**TASK DATA**

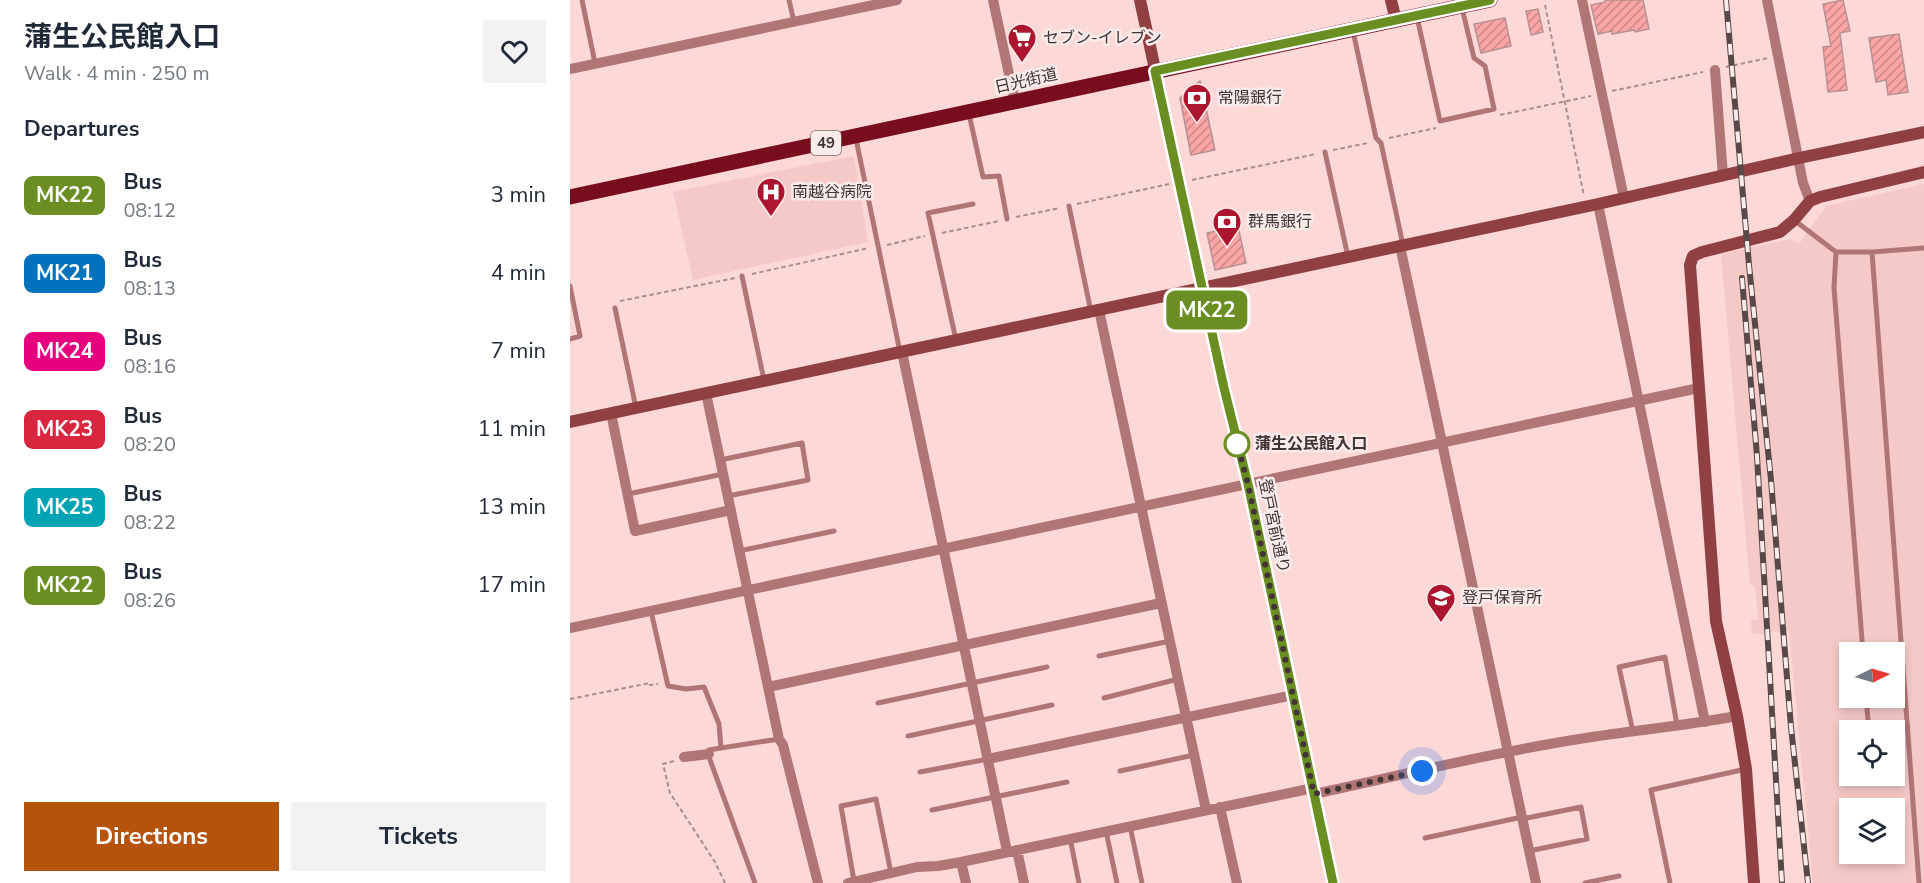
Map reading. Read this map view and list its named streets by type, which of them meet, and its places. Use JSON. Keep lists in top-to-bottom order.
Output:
{
  "streets": {
    "main road": ["日光街道", "49"],
    "street": ["登戸宮前通り"]
  },
  "crossings": [
    ["日光街道", "登戸宮前通り"]
  ],
  "places": {
    "supermarket": ["セブン-イレブン"],
    "bank": ["常陽銀行", "群馬銀行"],
    "hospital": ["南越谷病院"],
    "other": ["蒲生公民館入口"],
    "school or university": ["登戸保育所"]
  },
  "lines": ["bus line MK22"],
  "north": "right",
  "page": {
    "heading": [
      ["蒲生公民館入口", "Walk · 4 min · 250 m"],
      "Departures"
    ],
    "on_map": "MK22",
    "list": [
      {
        "mark": "MK22",
        "name": "Bus",
        "note": "08:12",
        "value": "3 min"
      },
      {
        "mark": "MK21",
        "name": "Bus",
        "note": "08:13",
        "value": "4 min"
      },
      {
        "mark": "MK24",
        "name": "Bus",
        "note": "08:16",
        "value": "7 min"
      },
      {
        "mark": "MK23",
        "name": "Bus",
        "note": "08:20",
        "value": "11 min"
      },
      {
        "mark": "MK25",
        "name": "Bus",
        "note": "08:22",
        "value": "13 min"
      },
      {
        "mark": "MK22",
        "name": "Bus",
        "note": "08:26",
        "value": "17 min"
      }
    ],
    "buttons": ["Directions", "Tickets"]
  }
}
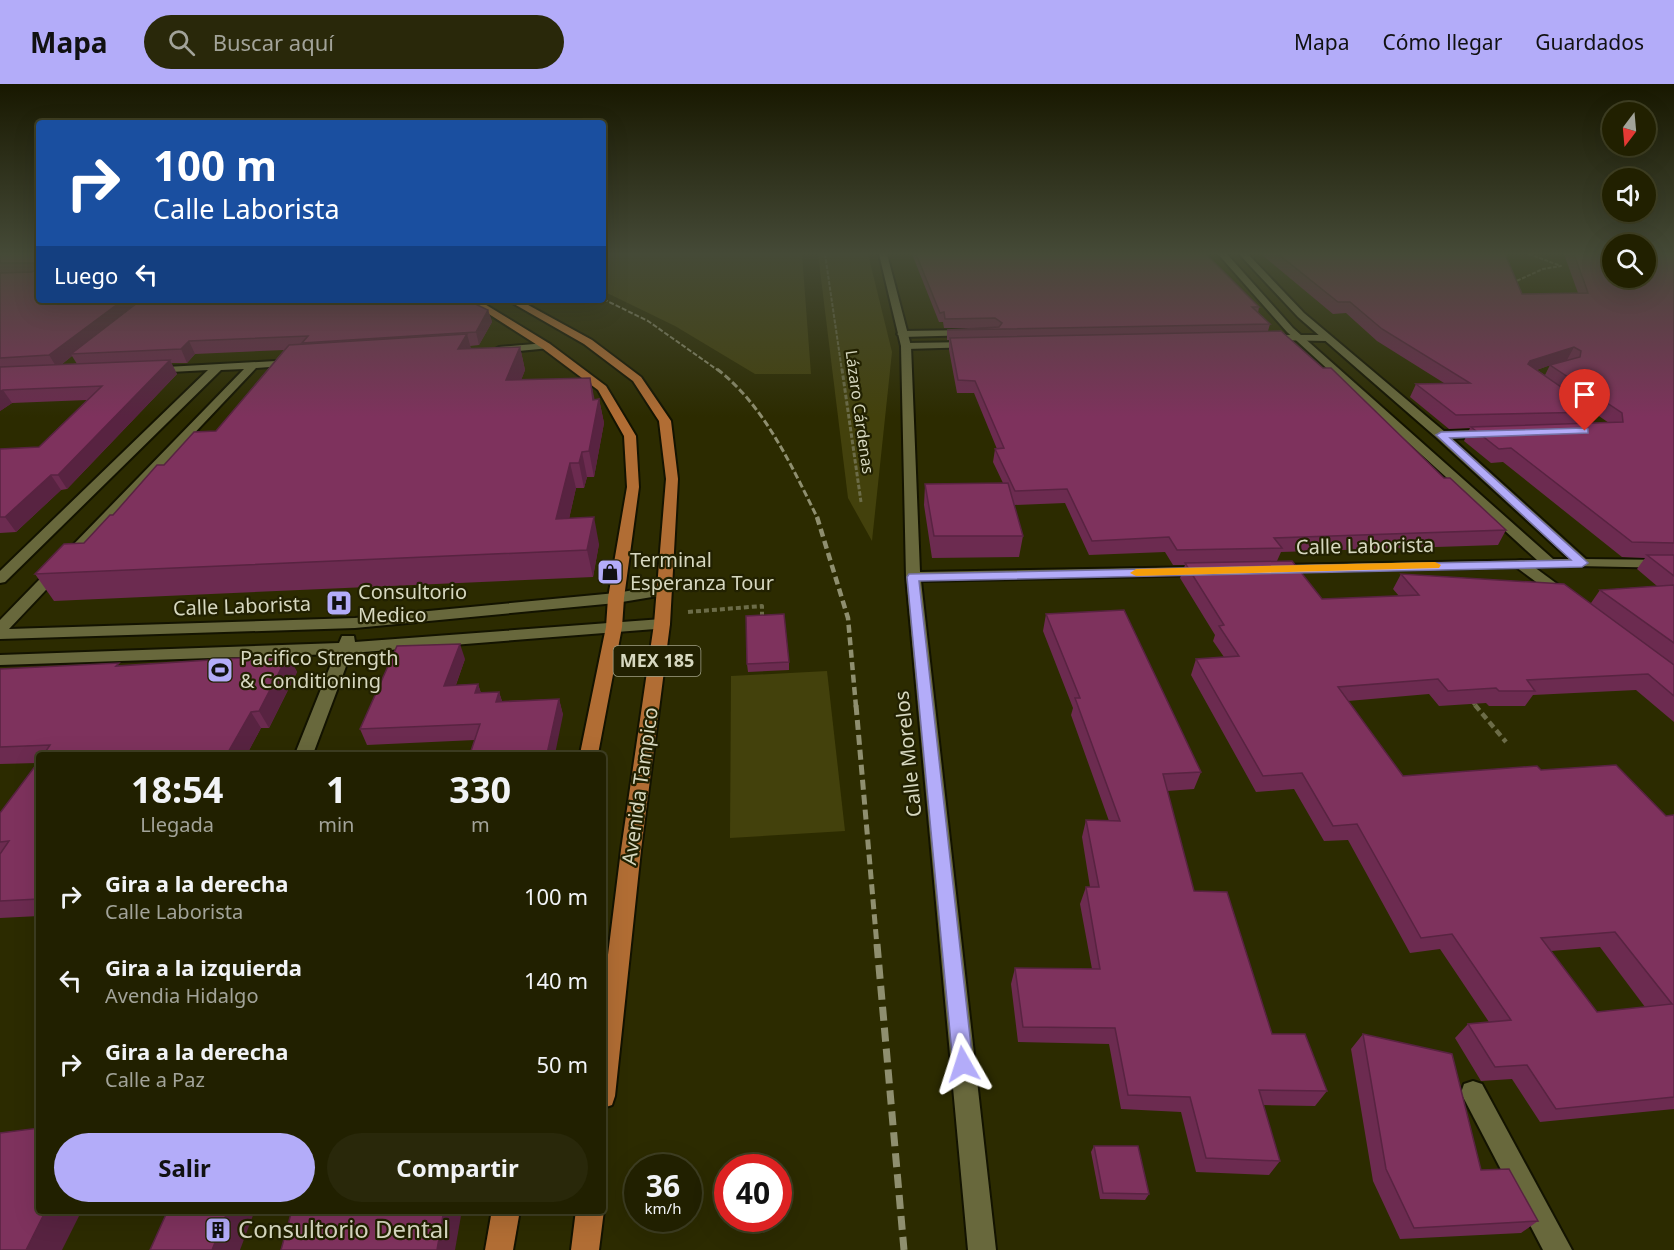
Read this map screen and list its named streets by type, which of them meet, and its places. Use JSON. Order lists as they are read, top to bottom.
{
  "streets": {
    "main road": ["MEX 185", "Avenida Tampico"],
    "street": ["Calle Laborista", "Calle Morelos"],
    "path": ["Lázaro Cárdenas"]
  },
  "crossings": [
    ["Calle Laborista", "MEX 185"],
    ["Calle Laborista", "Avenida Tampico"]
  ],
  "places": {
    "shop": ["Terminal Esperanza Tour"],
    "hospital": ["Consultorio Medico"],
    "sports": ["Pacifico Strength & Conditioning"],
    "building": ["Consultorio Dental"]
  },
  "north": "bottom",
  "page": {
    "header": "Mapa",
    "search": "Buscar aquí",
    "nav": ["Mapa", "Cómo llegar", "Guardados"],
    "turn": ["100 m", "Calle Laborista"],
    "then": "Luego",
    "eta": [
      "18:54",
      "Llegada",
      "1",
      "min",
      "330",
      "m"
    ],
    "list": [
      {
        "name": "Gira a la derecha",
        "note": "Calle Laborista",
        "value": "100 m"
      },
      {
        "name": "Gira a la izquierda",
        "note": "Avendia Hidalgo",
        "value": "140 m"
      },
      {
        "name": "Gira a la derecha",
        "note": "Calle a Paz",
        "value": "50 m"
      }
    ],
    "buttons": ["Salir", "Compartir"],
    "speed": "36 km/h",
    "limit": "40"
  }
}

**THE PROBLEM**
The answer should hold every entry exactly as given and no pictures at all.

**SOLUTION TO THIS PROBLEM**
Map reading. Read this map view and list its named streets by type, which of them meet, and its places. Use JSON. Keep lists in top-to-bottom order.
Output:
{
  "streets": {
    "main road": ["日光街道", "49"],
    "street": ["登戸宮前通り"]
  },
  "crossings": [
    ["日光街道", "登戸宮前通り"]
  ],
  "places": {
    "supermarket": ["セブン-イレブン"],
    "bank": ["常陽銀行", "群馬銀行"],
    "hospital": ["南越谷病院"],
    "other": ["蒲生公民館入口"],
    "school or university": ["登戸保育所"]
  },
  "lines": ["bus line MK22"],
  "north": "right",
  "page": {
    "heading": [
      ["蒲生公民館入口", "Walk · 4 min · 250 m"],
      "Departures"
    ],
    "on_map": "MK22",
    "list": [
      {
        "mark": "MK22",
        "name": "Bus",
        "note": "08:12",
        "value": "3 min"
      },
      {
        "mark": "MK21",
        "name": "Bus",
        "note": "08:13",
        "value": "4 min"
      },
      {
        "mark": "MK24",
        "name": "Bus",
        "note": "08:16",
        "value": "7 min"
      },
      {
        "mark": "MK23",
        "name": "Bus",
        "note": "08:20",
        "value": "11 min"
      },
      {
        "mark": "MK25",
        "name": "Bus",
        "note": "08:22",
        "value": "13 min"
      },
      {
        "mark": "MK22",
        "name": "Bus",
        "note": "08:26",
        "value": "17 min"
      }
    ],
    "buttons": ["Directions", "Tickets"]
  }
}
Read this map screen and list its named streets by type, which of them meet, and its places. Use JSON. Order lists as they are read, top to bottom.
{
  "streets": {
    "main road": ["MEX 185", "Avenida Tampico"],
    "street": ["Calle Laborista", "Calle Morelos"],
    "path": ["Lázaro Cárdenas"]
  },
  "crossings": [
    ["Calle Laborista", "MEX 185"],
    ["Calle Laborista", "Avenida Tampico"]
  ],
  "places": {
    "shop": ["Terminal Esperanza Tour"],
    "hospital": ["Consultorio Medico"],
    "sports": ["Pacifico Strength & Conditioning"],
    "building": ["Consultorio Dental"]
  },
  "north": "bottom",
  "page": {
    "header": "Mapa",
    "search": "Buscar aquí",
    "nav": ["Mapa", "Cómo llegar", "Guardados"],
    "turn": ["100 m", "Calle Laborista"],
    "then": "Luego",
    "eta": [
      "18:54",
      "Llegada",
      "1",
      "min",
      "330",
      "m"
    ],
    "list": [
      {
        "name": "Gira a la derecha",
        "note": "Calle Laborista",
        "value": "100 m"
      },
      {
        "name": "Gira a la izquierda",
        "note": "Avendia Hidalgo",
        "value": "140 m"
      },
      {
        "name": "Gira a la derecha",
        "note": "Calle a Paz",
        "value": "50 m"
      }
    ],
    "buttons": ["Salir", "Compartir"],
    "speed": "36 km/h",
    "limit": "40"
  }
}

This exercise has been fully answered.